Immigration rules impact tech recruiting

Where’s Sanjay?
The question comes from one of dozens of engineers around a crowded conference table at Google. They have gathered to discuss how to build easy-to-use maps that could turn hundreds of millions of mobile phones into digital Sherpas — guiding travelers to businesses, restaurants and landmarks.
“His plane gets in at 9:30,” the group’s manager responds.
Google is based here in Silicon Valley. But Sanjay G. Mavinkurve, one of the key engineers on this project, is not.
Mr. Mavinkurve, a 28-year-old Indian immigrant who helped lay the foundation for Facebook while a student at Harvard, instead works out of a Google sales office in Toronto, a lone engineer among marketers.

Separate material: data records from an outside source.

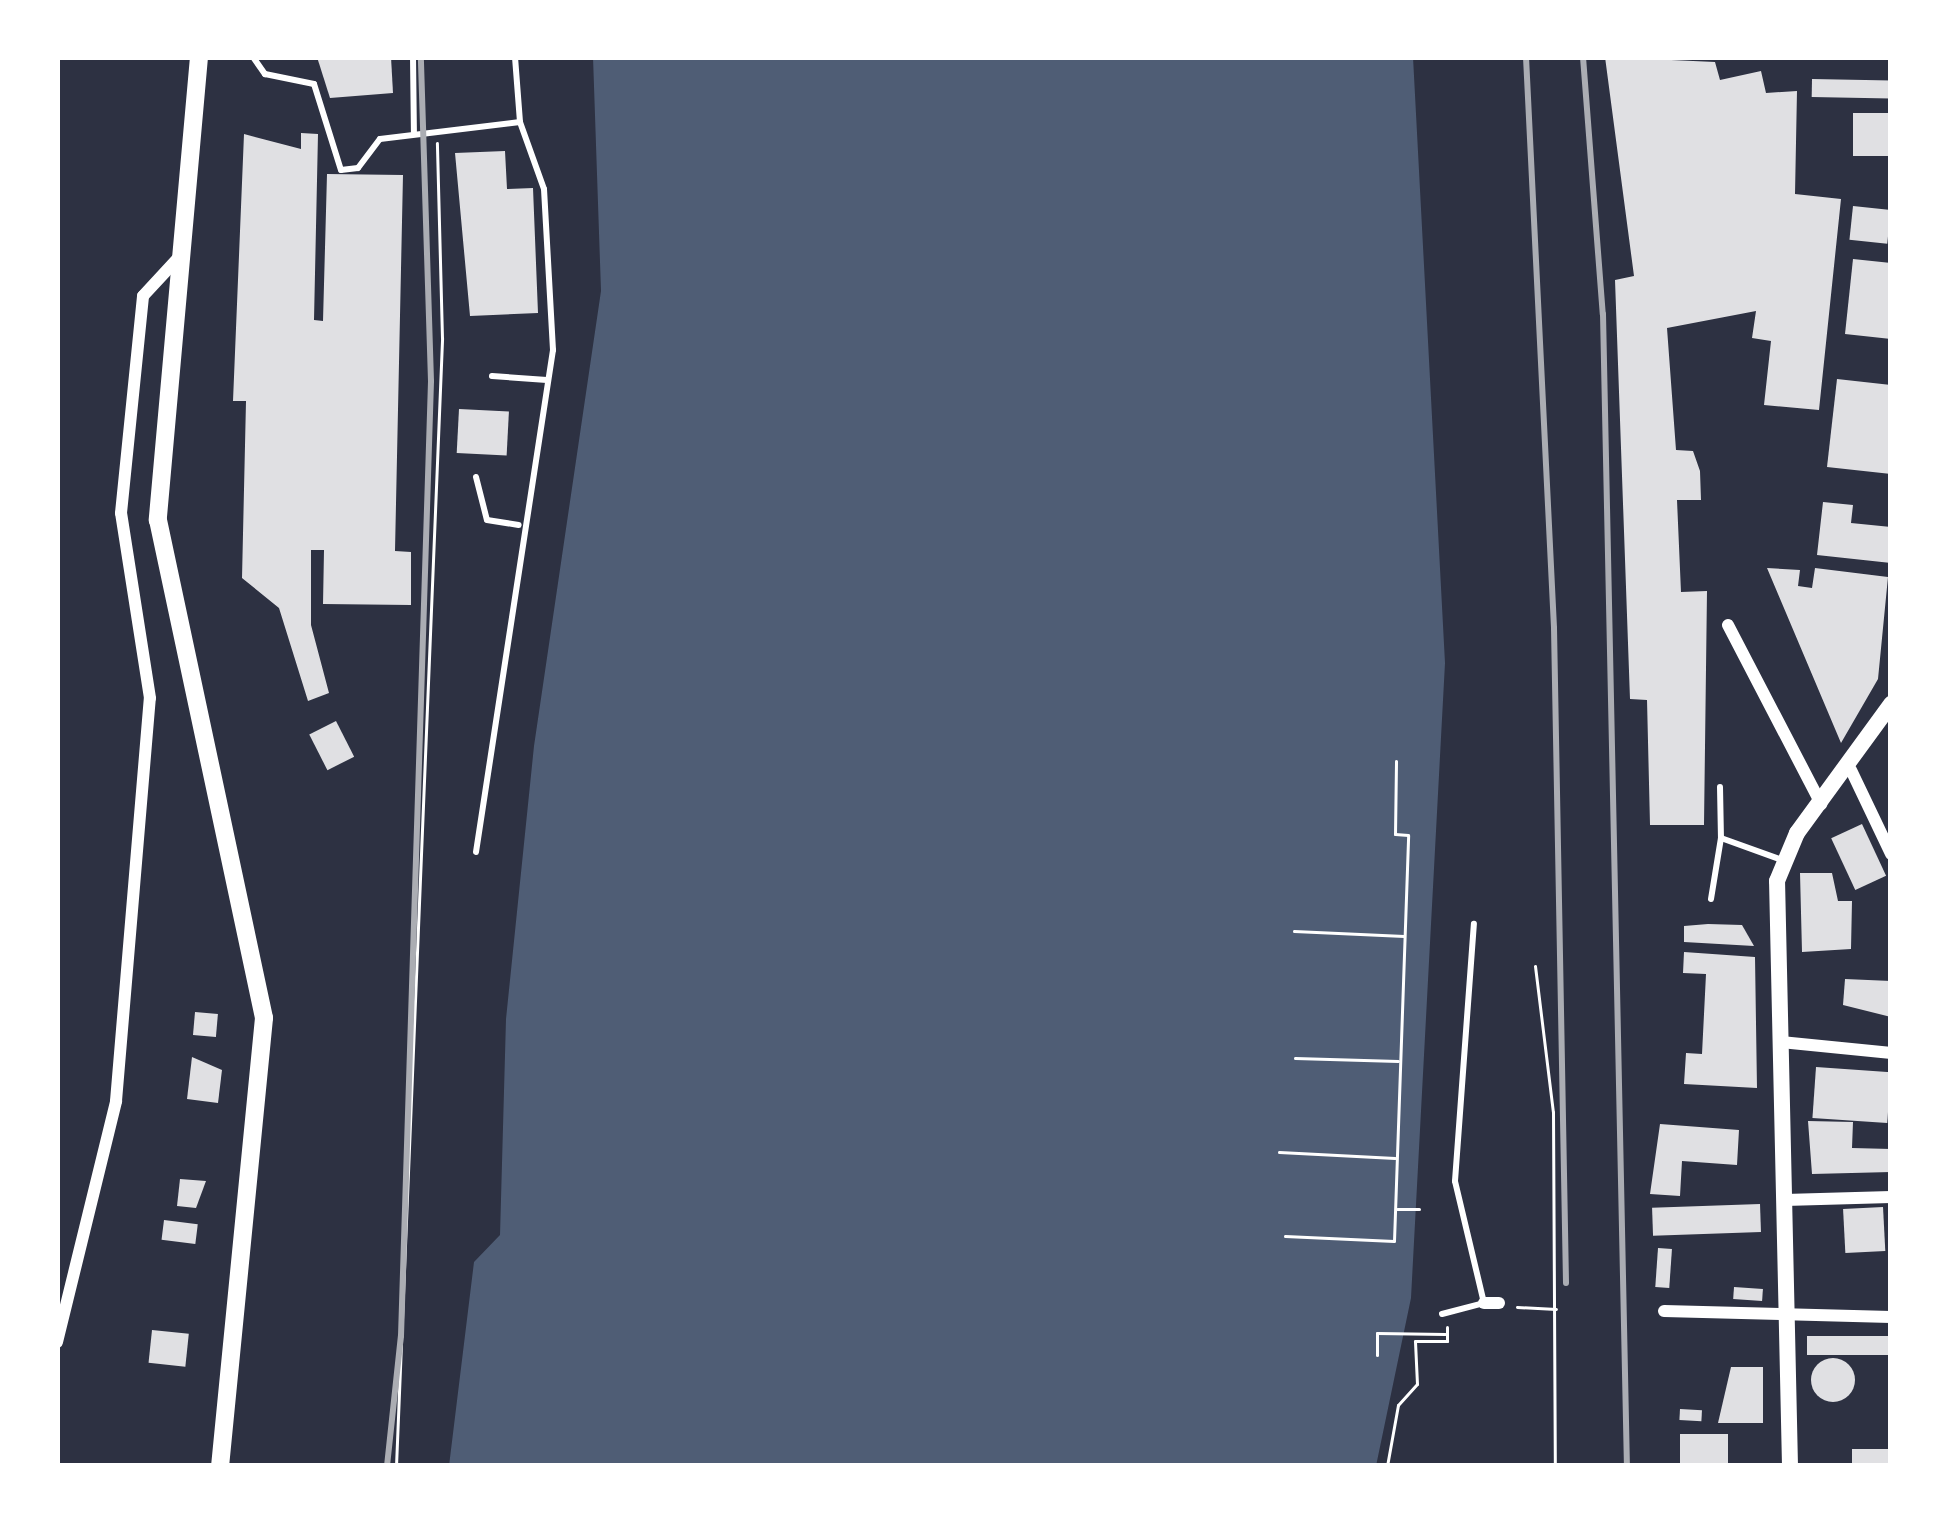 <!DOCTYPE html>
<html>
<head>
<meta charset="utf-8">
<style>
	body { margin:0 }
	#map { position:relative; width:1948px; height:1523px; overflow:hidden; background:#2d3142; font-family:"Noto Sans",sans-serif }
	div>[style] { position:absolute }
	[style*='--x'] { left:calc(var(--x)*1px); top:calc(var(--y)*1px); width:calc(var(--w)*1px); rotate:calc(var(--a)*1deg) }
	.water>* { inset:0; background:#4f5d75 }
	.building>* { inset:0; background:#e0e0e3; transform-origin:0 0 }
	.round { border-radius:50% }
	.path>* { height:3px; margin:-1.5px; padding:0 1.5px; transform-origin:1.5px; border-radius:1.5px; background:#fff }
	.service>* { height:6px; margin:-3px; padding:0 3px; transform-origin:3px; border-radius:3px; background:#fff }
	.minor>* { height:12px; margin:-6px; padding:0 6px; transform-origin:6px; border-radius:6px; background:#fff }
	.secondary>* { height:16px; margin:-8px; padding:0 8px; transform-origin:8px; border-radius:8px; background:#fff }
	.trunk>* { height:18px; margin:-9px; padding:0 9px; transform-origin:9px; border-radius:9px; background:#fff }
	.rail>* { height:6px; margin:-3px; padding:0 3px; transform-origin:3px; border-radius:3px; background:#abadb3 }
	span { translate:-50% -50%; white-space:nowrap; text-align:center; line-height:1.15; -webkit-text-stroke:12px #fff; paint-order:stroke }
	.frame { position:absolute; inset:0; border:60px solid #fff; pointer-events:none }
</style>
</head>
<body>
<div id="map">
	<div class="water">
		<div style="clip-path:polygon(593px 57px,1413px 57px,1445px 663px,1411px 1298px,1376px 1466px,449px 1466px,474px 1262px,500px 1235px,506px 1019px,534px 746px,601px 291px)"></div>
	</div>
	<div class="building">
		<div style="clip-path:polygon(317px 57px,391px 57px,393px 93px,330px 98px)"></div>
		<div style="clip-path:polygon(1605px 57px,1715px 62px,1720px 80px,1761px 71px,1766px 93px,1797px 91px,1795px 194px,1841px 199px,1819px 410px,1764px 405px,1771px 341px,1752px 338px,1756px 311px,1667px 328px,1676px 450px,1693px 451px,1700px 471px,1701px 500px,1677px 500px,1681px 592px,1707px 591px,1704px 825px,1650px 825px,1647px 700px,1630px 699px,1615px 280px,1634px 276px)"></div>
		<div style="left:1812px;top:79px;width:79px;height:18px;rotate:1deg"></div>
		<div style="left:1853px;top:113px;width:38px;height:43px"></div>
		<div style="clip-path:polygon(301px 133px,318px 134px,314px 320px,323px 321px,327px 174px,403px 175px,395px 551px,411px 552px,411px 605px,323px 604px,324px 550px,311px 550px,311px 625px,329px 693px,308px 701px,279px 608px,242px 578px,246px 401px,233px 401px,244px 134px,301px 149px)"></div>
		<div style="clip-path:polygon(505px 151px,507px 189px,533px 188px,538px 313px,470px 316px,455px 153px)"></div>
		<div style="left:1853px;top:206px;width:38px;height:34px;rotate:6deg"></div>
		<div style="clip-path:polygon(1853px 259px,1891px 263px,1891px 339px,1845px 334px)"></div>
		<div style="clip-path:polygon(1837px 379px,1891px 385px,1891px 474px,1827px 467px)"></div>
		<div style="left:459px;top:409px;width:50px;height:44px;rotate:3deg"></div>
		<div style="clip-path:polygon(1823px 502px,1853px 505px,1851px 523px,1891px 527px,1891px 563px,1817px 555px)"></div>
		<div style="clip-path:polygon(1767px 568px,1800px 570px,1798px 586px,1812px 588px,1815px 568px,1888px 577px,1878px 679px,1841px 743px)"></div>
		<div style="left:336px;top:721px;width:40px;height:30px;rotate:63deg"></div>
		<div style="left:1862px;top:824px;width:57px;height:34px;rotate:65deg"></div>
		<div style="clip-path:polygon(1800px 873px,1832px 873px,1838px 901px,1852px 901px,1851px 949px,1802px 952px)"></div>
		<div style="clip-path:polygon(1708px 924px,1742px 925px,1754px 946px,1684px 942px,1684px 926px)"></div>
		<div style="clip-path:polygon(1684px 952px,1755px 957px,1757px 1088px,1684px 1084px,1686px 1053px,1702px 1054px,1706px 974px,1683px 973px)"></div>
		<div style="clip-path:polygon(1845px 979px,1891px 981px,1891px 1017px,1843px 1005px)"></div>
		<div style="left:195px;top:1012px;width:23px;height:23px;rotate:5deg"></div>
		<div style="clip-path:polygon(192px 1057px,222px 1070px,218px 1103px,187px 1099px)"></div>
		<div style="left:1816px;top:1067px;width:75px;height:51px;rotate:4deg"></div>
		<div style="clip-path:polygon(1808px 1121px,1853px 1122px,1852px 1148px,1891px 1149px,1891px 1172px,1812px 1174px)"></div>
		<div style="clip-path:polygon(1660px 1124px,1739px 1130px,1737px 1165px,1682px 1161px,1680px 1196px,1650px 1194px)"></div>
		<div style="clip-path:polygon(180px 1179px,206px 1181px,196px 1208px,177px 1206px)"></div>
		<div style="left:1760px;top:1204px;width:28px;height:108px;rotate:88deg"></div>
		<div style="left:1883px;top:1207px;width:44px;height:40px;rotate:87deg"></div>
		<div style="left:164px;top:1220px;width:34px;height:20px;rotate:7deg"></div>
		<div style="left:1658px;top:1248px;width:14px;height:39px;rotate:4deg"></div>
		<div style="left:1734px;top:1287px;width:29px;height:12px;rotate:4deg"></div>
		<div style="left:152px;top:1330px;width:37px;height:33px;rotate:6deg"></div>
		<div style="left:1807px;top:1336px;width:83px;height:19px"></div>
		<div class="round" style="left:1811px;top:1358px;width:44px;height:44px"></div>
		<div style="clip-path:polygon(1731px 1367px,1763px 1367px,1763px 1423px,1718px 1423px)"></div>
		<div style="left:1680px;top:1409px;width:22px;height:11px;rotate:3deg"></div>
		<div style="left:1680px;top:1434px;width:48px;height:32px"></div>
		<div style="left:1852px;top:1449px;width:39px;height:17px"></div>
	</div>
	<div class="path">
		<div style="--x:1294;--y:931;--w:110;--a:2.6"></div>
		<div style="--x:1535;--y:966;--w:147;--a:83"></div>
		<div style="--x:1553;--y:1112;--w:354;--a:89.7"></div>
		<div style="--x:1295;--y:1058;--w:103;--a:1.7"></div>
		<div style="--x:1279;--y:1152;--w:116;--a:3"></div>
		<div style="--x:1397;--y:1209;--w:22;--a:0"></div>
		<div style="--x:1285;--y:1236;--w:109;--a:2.6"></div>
		<div style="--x:1394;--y:1241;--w:406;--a:-88"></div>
		<div style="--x:1408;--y:835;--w:13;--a:-176"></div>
		<div style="--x:1395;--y:834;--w:73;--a:-89.2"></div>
		<div style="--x:1517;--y:1307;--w:39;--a:3"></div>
		<div style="--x:1377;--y:1355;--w:22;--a:-90"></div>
		<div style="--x:1377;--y:1333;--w:68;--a:0.8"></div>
		<div style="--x:396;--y:1466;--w:1129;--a:-87.66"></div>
		<div style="--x:442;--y:338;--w:195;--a:-91.5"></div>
		<div style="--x:1387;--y:1466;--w:62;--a:-79.8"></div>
		<div style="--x:1398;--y:1405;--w:28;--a:-48"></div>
		<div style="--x:1417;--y:1384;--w:43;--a:-92.7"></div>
		<div style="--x:1415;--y:1341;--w:32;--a:0"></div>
		<div style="--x:1447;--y:1341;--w:14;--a:-90"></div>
	</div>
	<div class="service">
		<div style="--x:253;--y:57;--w:21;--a:55"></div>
		<div style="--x:265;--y:74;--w:50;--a:11.5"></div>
		<div style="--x:314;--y:84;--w:90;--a:72.6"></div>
		<div style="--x:341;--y:170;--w:17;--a:-7"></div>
		<div style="--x:358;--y:168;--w:36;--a:-53"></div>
		<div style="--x:380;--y:139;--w:141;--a:-6.9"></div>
		<div style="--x:520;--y:122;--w:65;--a:-94.4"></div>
		<div style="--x:413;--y:57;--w:77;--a:89.3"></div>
		<div style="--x:492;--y:376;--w:55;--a:4.2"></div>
		<div style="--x:476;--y:477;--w:44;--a:75.7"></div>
		<div style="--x:487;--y:520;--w:32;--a:9"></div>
		<div style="--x:1720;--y:787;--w:51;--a:88.9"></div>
		<div style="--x:1721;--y:838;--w:65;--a:19.8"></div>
		<div style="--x:476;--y:852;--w:508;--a:-81.28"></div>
		<div style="--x:553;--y:350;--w:161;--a:-93.2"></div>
		<div style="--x:544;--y:189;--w:71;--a:-109.7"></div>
		<div style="--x:1711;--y:899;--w:62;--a:-80.7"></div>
		<div style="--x:1442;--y:1314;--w:43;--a:-14.7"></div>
		<div style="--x:1484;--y:1303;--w:125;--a:-103.4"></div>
		<div style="--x:1455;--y:1181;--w:258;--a:-85.8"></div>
	</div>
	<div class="minor">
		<div style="--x:1728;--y:625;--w:202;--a:62.5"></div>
		<div style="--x:1851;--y:770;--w:93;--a:64.5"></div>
		<div style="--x:1781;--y:1042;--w:111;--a:5.7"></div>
		<div style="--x:1785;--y:1200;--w:106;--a:-1.6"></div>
		<div style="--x:1484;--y:1303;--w:15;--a:0"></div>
		<div style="--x:1664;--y:1311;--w:227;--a:1.5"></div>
		<div style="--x:57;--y:1342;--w:248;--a:-76.2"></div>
		<div style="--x:116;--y:1101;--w:404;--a:-85.2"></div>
		<div style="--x:150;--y:698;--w:187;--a:-98.9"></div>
		<div style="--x:121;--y:513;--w:218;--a:-84.2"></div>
		<div style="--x:143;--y:296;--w:54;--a:-47.2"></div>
	</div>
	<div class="secondary">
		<div style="--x:1790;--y:1466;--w:585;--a:-91.27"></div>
		<div style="--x:1777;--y:881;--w:52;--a:-67.4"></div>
		<div style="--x:1797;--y:833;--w:160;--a:-53.9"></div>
	</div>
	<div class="trunk">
		<div style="--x:199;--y:57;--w:465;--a:95.1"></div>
		<div style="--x:158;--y:520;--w:509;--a:77.98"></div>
		<div style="--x:264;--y:1018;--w:450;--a:95.6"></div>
	</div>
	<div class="rail">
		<div style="--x:1526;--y:57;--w:572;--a:87.19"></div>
		<div style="--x:1554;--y:628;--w:655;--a:88.95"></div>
		<div style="--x:1583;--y:57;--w:258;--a:85.6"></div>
		<div style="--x:1603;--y:314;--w:1152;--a:88.81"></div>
		<div style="--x:387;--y:1466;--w:131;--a:-83.9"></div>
		<div style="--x:401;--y:1336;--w:955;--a:-88.2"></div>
		<div style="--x:431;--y:381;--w:324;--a:-91.8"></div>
	</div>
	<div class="frame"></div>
</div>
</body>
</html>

He has a visa to work in the United States, but his wife, Samvita Padukone, also born in India, does not. So he moved to Canada.
“Every American I’ve talked to says: ‘Dude, it’s ridiculous that we’re not doing everything we can to keep you in the country. We need people like you!’ ” he said.
“The people of America get it,” he added. “And in a matter of time, I think current lawmakers are going to realize how dumb they’re being.”
Immigrants like Mr. Mavinkurve are the lifeblood of Google and Silicon Valley, where half the engineers were born overseas, up from 10 percent in 1970. Google and other big companies say the Chinese, Indian, Russian and other immigrant technologists have transformed the industry, creating wealth and jobs.
Just over half the companies founded in Silicon Valley from the mid-1990s to the mid-2000s had founders born abroad, according to Vivek Wadhwa, an immigration scholar working at Duke and Harvard.
The foreign-born elite dating back even further includes Andrew S. Grove, the Hungarian-born co-founder of Intel; Jerry Yang, the Chinese-born co-founder of Yahoo; Vinod Khosla of India and Andreas von Bechtolsheim of Germany, the co-founders of Sun Microsystems; and Google’s Russian-born co-founder, Sergey Brin.